東京国税局から一通の文書が出された。
表題 「国税局からのお知らせ」
「とうとう始まった。」これが私の率直な感想です。
いつかはこんな日が来ると思っていました。
それが現実のものとなりました。
いったい何が始まったのかというと、税理士から税務署への質問が一切禁止となったのです。
今のところは東京国税局管内の7つの税務署だけですが、11月1日からはその他の77の税務署においても同様となります。いずれこの波は全国に広がることは目に見えています。
ただし、すべての質問・相談が禁止となったわけではわりません。
一般質問が禁止となったかわりに『事前予約制度』が導入されました。
これは文字通り事前に予約を行う制度ですが、この予約に際しては、(1)顧問先の氏名、名称、(2)住所、(3)相談内容 を伝える必要があります。そして、相談にあたっては帳簿書類など参考となる書類の提出も必要となります。

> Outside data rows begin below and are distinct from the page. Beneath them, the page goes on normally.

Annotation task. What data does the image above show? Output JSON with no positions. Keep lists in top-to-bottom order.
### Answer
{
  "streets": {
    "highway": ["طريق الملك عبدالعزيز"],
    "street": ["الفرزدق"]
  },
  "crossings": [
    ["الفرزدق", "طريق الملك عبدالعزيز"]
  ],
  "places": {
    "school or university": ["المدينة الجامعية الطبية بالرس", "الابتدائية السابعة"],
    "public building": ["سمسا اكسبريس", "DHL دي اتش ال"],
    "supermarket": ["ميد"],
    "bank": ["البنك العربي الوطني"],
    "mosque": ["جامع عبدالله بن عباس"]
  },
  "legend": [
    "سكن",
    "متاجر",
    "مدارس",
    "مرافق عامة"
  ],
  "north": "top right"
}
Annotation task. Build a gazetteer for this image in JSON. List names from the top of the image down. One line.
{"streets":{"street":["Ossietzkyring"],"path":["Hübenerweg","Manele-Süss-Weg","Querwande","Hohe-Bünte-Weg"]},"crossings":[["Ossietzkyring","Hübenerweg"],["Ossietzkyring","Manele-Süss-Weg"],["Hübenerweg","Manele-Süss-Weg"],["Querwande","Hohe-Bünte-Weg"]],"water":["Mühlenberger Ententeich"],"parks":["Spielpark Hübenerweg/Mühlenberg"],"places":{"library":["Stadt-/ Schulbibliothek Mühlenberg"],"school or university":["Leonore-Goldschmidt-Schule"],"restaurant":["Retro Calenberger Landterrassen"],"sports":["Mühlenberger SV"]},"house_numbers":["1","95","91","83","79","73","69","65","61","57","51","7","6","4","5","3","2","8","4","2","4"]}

税理士等が事前に税務署に相談したい事項とは、黒とも白とも言えない”グレーゾーン”といわれる部分の案件です。
このような”匿名”で相談したいような案件をわざわざ名前と住所をだしてまで相談することは通常ありえません。
これは一部の税理士等にとって、一大事と言ってもよいでしょう。
何故、これが一大事かというと、税理士等の一部には判断に困った案件について、税務署に『お伺い』をたてている事実があるからです。
税理士は本来、独立した公正な立場において黒でもない白でもない、法律では定められていないグレーゾーンや通達が、社会通念、己の常識から反する場合には断固として争わなければならない使命を法律で負っているのです。
それにもかかわらず、判断に困った案件について税務署に対して、その処理方法を教えてもらっているのです。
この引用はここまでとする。